Arizona was hardest hit, again, and will receive 79% of its total share next year. But that’s only 3% less than what it got this year, after federal officials slashed its supply.

Nevada will receive about 92% of its total supply next year. The state’s use of its entire Colorado River allocation and water conservation will ensure that most residents won’t feel the cut.

California has been spared from cuts because it has more senior water rights than Arizona and Nevada.

Mexico will get roughly 93% of its total supply. The water is used in cities and farming communities in Northwestern Mexico, where a severe drought is taking place, too.

WHO WILL SEE THEIR WATER SUPPLY CUT?

Central Arizona farmers, who are among the largest in the production of cattle, milk, wheat, and alfalfa, saw their water supply cut last year after the government declared its first drought. Some farmers received water compensation through agreements with Phoenix and Tucson.

More farmers will likely need to fallow land — which some of the region’s farmers have been paid to do — and rely even more on groundwater. Other farmers will need to plant more water-efficient plants and look for other methods to conserve water.

Western water providers have prepared for these shortages by diversifying their water supplies and conserving them. It will be difficult to plan for the future if there are frequent cuts in water supply amid an intensifying drought.

Phoenix, the nation’s 5th largest city, will lose some of the water it would otherwise store in underground basins as a water savings account, said Cynthia Campbell, the city’s water resource management advisor. This happened also this year. The city will rely more on the in-state Salt and Verde rivers, which boost its Colorado River supplies. Campbell stated that cuts to the city’s budget will have no impact on its residents next year.
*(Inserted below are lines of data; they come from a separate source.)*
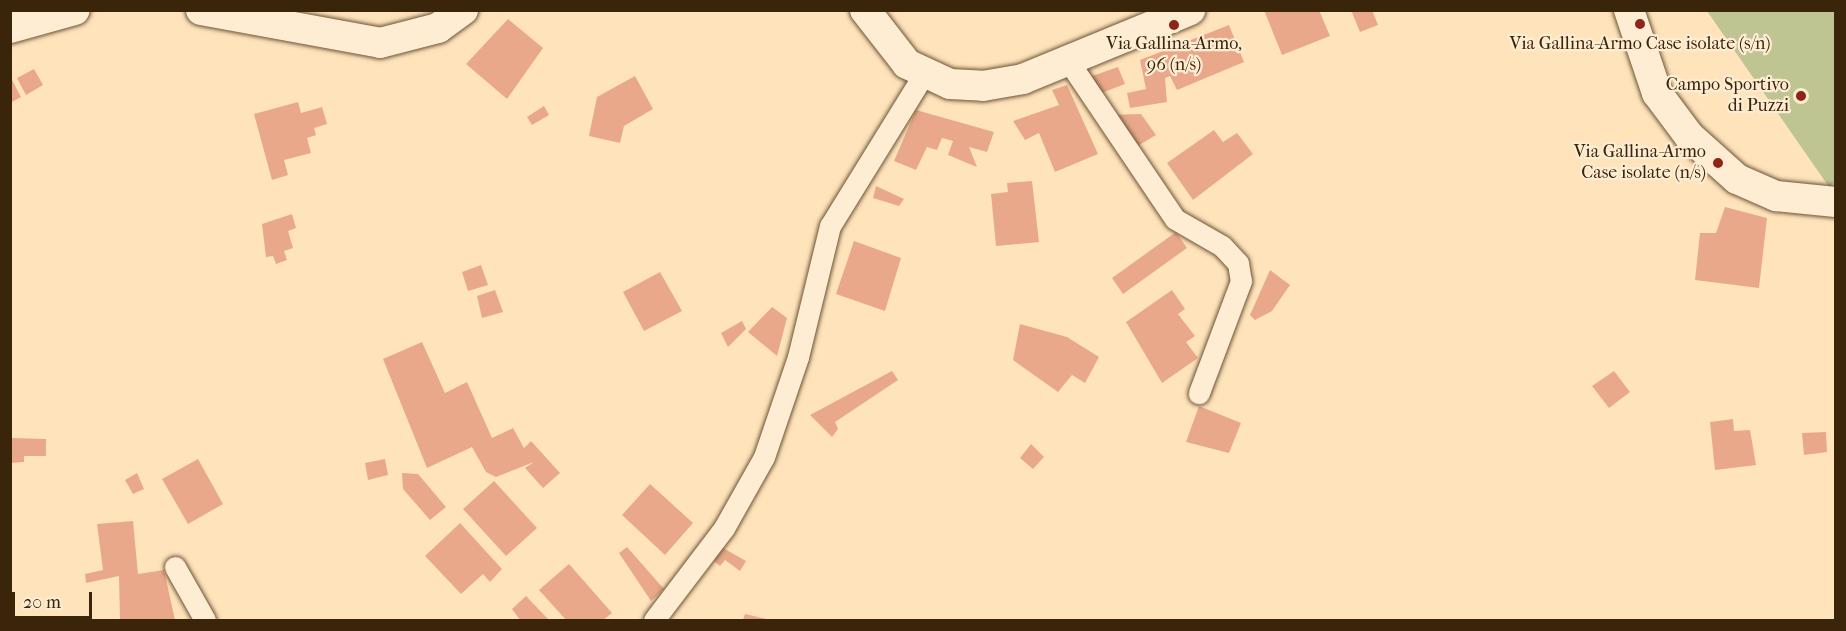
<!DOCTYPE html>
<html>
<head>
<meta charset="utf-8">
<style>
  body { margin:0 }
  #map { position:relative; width:1846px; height:631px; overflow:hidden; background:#ffe3bb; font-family:"IM FELL French Canon",serif }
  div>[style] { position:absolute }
  .green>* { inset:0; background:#bec492 }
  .building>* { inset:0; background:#eaa88a }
  .roads { filter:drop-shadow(0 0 2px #6c5436) drop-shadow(0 0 2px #6c5436) }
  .street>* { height:21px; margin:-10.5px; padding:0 10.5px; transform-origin:10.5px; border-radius:10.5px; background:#ffedd3 }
  .secondary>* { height:30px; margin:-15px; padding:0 15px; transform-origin:15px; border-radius:15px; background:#ffedd3 }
  .dots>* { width:16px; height:16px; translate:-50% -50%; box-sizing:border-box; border:3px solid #ffedd3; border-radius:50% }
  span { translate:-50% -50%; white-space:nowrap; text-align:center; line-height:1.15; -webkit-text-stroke:4.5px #ffedd3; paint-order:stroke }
  .poi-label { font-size:18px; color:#3b250a }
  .right { translate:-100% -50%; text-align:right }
  .frame { position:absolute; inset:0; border:12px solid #3b250a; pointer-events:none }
  .scale { position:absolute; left:12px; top:592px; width:80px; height:27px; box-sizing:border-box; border:3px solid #3b250a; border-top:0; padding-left:8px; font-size:18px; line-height:21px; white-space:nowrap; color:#3b250a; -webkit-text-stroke:4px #ffedd3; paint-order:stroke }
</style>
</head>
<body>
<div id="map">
  <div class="green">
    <i style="clip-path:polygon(1707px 11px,1835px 11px,1835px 182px,1829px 187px)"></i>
  </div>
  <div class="building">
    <i style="clip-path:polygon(1264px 10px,1319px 10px,1330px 36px,1282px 55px)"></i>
    <i style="clip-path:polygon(1351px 10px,1372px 10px,1378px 25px,1360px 32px)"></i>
    <i style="clip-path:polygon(508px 19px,543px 48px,507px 99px,466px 64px)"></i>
    <i style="clip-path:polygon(1229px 25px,1244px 62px,1177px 90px,1170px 76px,1165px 78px,1167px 102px,1130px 108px,1127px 93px,1146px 89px,1140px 60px)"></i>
    <i style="clip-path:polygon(1118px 67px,1125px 84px,1099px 94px,1092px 76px)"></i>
    <i style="clip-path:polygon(34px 69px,43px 85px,26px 95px,17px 78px)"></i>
    <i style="clip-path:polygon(10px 76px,21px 97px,10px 103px)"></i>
    <i style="clip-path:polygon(635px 76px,653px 109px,624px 126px,620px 143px,589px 136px,597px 97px)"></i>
    <i style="clip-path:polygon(1067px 85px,1098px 154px,1055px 172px,1039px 133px,1025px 140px,1013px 121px,1059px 105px,1052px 90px)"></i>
    <i style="clip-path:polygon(298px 102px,301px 113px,322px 107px,327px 124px,314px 128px,316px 135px,307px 138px,311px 153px,284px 160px,288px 175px,272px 180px,254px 114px)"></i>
    <i style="clip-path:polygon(544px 106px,549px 115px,532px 125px,527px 117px)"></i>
    <i style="clip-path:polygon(916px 110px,994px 132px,987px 152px,969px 147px,977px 167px,948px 155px,953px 141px,942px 138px,937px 150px,927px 147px,916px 170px,894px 161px)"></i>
    <i style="clip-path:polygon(1141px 114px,1156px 135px,1134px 148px,1108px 115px)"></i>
    <i style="clip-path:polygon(1214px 130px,1223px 142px,1237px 133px,1253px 154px,1193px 200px,1167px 163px)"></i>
    <i style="clip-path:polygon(1032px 181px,1039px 242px,996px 246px,991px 194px,1008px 192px,1007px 183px)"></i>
    <i style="clip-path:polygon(876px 186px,904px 199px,899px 206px,873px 198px)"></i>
    <i style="clip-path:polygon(1725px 207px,1767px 218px,1759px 288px,1695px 280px,1700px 233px,1716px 233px)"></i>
    <i style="clip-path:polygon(292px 214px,296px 228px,288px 231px,293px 248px,284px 251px,287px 260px,276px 264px,273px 256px,266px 257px,262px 224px)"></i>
    <i style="clip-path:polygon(1176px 232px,1187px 248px,1123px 294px,1112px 278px)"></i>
    <i style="clip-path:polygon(854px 241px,901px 258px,885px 311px,836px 294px)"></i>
    <i style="clip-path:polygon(481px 265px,488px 285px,468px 291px,462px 272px)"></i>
    <i style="clip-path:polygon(1270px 270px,1290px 285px,1272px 311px,1255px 320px,1250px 315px)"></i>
    <i style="clip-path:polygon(660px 272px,682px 311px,644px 331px,623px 292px)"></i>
    <i style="clip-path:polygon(495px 290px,503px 312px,482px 318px,477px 296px)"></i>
    <i style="clip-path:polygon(1172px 290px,1185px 309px,1178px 314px,1195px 336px,1186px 342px,1198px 358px,1162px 383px,1126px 322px)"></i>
    <i style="clip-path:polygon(772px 307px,787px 318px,777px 356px,748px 332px)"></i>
    <i style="clip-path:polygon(742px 321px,746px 329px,728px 347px,721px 333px)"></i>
    <i style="clip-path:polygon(1020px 324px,1067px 337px,1099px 357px,1085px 383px,1072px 375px,1058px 392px,1013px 360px)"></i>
    <i style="clip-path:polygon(422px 342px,445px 393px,467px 382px,492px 438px,513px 428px,524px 448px,531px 441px,560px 473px,543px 488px,525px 468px,534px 462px,496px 477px,486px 472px,472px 447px,427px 468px,383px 359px)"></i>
    <i style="clip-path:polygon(892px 371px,898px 380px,835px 422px,838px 429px,832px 437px,810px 415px)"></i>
    <i style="clip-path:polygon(1614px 371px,1630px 392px,1609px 408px,1592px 386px)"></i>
    <i style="clip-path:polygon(1199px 406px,1241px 423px,1229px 453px,1186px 442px)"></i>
    <i style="clip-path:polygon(1733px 419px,1734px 431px,1750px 430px,1756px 465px,1715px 470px,1710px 422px)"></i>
    <i style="clip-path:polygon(1826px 432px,1827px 452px,1804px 455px,1802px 433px)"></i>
    <i style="clip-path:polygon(10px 438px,46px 439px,46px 456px,24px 456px,24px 462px,10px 463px)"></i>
    <i style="clip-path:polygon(1031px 444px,1044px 457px,1033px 469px,1020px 458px)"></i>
    <i style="clip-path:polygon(198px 459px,223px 504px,188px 524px,162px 479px)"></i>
    <i style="clip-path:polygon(385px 459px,388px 475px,368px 480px,365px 463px)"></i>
    <i style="clip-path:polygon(137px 473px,144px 489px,133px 494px,125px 480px)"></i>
    <i style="clip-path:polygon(402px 473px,418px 474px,446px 507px,430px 520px,403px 489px)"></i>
    <i style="clip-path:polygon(494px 481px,537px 528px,506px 556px,463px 509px)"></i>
    <i style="clip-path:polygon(650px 484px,693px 523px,665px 555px,622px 515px)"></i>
    <i style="clip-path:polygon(133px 521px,138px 574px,164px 570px,175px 620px,120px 620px,119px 576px,86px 583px,85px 574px,103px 570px,97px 524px)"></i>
    <i style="clip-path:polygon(460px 523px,502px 569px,490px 582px,483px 574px,461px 594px,425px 556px)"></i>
    <i style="clip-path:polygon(627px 547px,664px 589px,651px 601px,619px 553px)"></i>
    <i style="clip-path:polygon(723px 548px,746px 561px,740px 571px,725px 560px,720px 566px,714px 561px)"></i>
    <i style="clip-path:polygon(569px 564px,612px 613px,603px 620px,566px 620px,539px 590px)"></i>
    <i style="clip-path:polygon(526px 596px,549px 620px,520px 620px,512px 609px)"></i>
    <i style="clip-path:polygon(745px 614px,771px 620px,743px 620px)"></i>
  </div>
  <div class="roads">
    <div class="street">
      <i style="left:1069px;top:62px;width:189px;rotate:56deg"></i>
      <i style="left:1175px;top:219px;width:54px;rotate:29.9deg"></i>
      <i style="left:1222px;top:246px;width:23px;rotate:47deg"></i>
      <i style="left:1238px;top:263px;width:18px;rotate:81deg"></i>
      <i style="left:1241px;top:281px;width:120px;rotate:110.6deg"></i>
      <i style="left:175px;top:567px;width:61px;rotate:60.5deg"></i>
      <i style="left:654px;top:620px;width:116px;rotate:-52.7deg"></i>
      <i style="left:724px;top:528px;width:81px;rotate:-60.6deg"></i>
      <i style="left:764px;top:457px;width:106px;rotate:-71.2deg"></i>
      <i style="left:798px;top:357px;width:135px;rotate:-76.3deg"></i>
      <i style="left:830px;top:226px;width:179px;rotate:-58.3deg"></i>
    </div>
    <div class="secondary">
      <i style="left:201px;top:10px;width:182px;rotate:10.4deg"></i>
      <i style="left:380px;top:43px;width:60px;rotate:-14.5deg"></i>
      <i style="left:438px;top:28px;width:31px;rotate:-36deg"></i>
      <i style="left:865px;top:10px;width:68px;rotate:52.1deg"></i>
      <i style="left:907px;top:64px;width:47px;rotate:24.9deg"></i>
      <i style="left:950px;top:84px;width:33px;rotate:3deg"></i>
      <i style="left:983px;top:86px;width:41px;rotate:-9.9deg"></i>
      <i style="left:1023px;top:79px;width:181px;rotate:-22.4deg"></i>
      <i style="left:1629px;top:10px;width:88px;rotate:71.4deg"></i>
      <i style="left:1657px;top:93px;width:54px;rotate:53.3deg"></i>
      <i style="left:1689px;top:136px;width:64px;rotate:41.9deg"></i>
      <i style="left:1737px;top:179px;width:43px;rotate:23.6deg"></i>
      <i style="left:1776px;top:196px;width:60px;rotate:5.7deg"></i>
      <i style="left:10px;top:28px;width:67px;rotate:-15.5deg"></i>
    </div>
  </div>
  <div class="dots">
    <i style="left:1640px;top:24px;background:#8f2418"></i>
    <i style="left:1174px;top:25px;background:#8f2418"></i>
    <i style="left:1801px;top:96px;background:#8f2418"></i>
    <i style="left:1718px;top:163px;background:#8f2418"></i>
  </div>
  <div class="poi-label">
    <span style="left:1640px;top:44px">Via Gallina-Armo Case isolate (s/n)</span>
    <span style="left:1174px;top:55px">Via Gallina-Armo,<br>96 (n/s)</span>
    <span class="right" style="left:1789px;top:96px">Campo Sportivo<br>di Puzzi</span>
    <span class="right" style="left:1706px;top:163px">Via Gallina-Armo<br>Case isolate (n/s)</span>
  </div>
  <div class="frame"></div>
  <div class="scale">20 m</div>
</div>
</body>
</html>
Meanwhile, Nevada recycles the majority of the water used indoors and doesn’t use all of its Colorado River water. Residents will not feel the effects of next year’s water cuts.

WHO DO LAKE MEEAD SERVE?

Lake Mead provides water for millions in Arizona, California and Nevada.

Cuts for 2023 are triggered when predicted water levels fall below a certain threshold — 1,050 feet (320 meters) above sea level.

Additional cuts will be triggered when projected levels sink to 1,045 and 1,025 feet (319 and 312 meters). At a certain point, water levels could drop so low that water can no longer be pumped from the reservoir.

Eventually, some city and industrial water users will be affected.

Lake Powell is also declining and remarkable steps have been taken in order to preserve water at the Arizona-Utah border.

After the lake fell low enough to threaten the roughly 5 billion kilowatt hours of energy generated each year at the Glen Canyon Dam, federal officials said they would hold back some water to ensure it could still produce energy. The dam produces enough electricity to power between 1 million and 1. 5 million homes each year.

Colorado, New Mexico, Utah and Wyoming get water from tributaries and other reservoirs that feed into Lake Powell. Water from three reservoirs in those states has been drained in recent years to maintain water levels at Lake Powell and protect the electric grid powered by the Glen Canyon Dam.

HOW ARE THE RIVER WATER SHARE?

Water in Lake Powell and Lake Mead is divided up by legal agreements between the Colorado River basin states and the federal government. The agreements determine how much water each entity gets, when cuts are triggered and the order in which the parties have to sacrifice some of their supply.

Arizona, Nevada and California agreed under a 2019 disaster contingency plan to share water in order to preserve Lake Mead’s water level. This year’s cuts are part of that plan — and as a result, they were predicted by states and others.

WHAT HAS REMAINED OF THE TUESDAY’S ANONCEMENT?

Deep water cuts are even more severe. In June, the U.S. Bureau of Reclamation told the basin states — Arizona, California, Colorado, Nevada, New Mexico, Utah and Wyoming — to figure out a plan to use at least 15% less water from the river next year — to prevent reservoir levels from dropping even further.

The deadline to reach that deal has passed and states failed to reach an agreement. On Tuesday, federal officials did not specify how long it would take for states to come up with an agreement.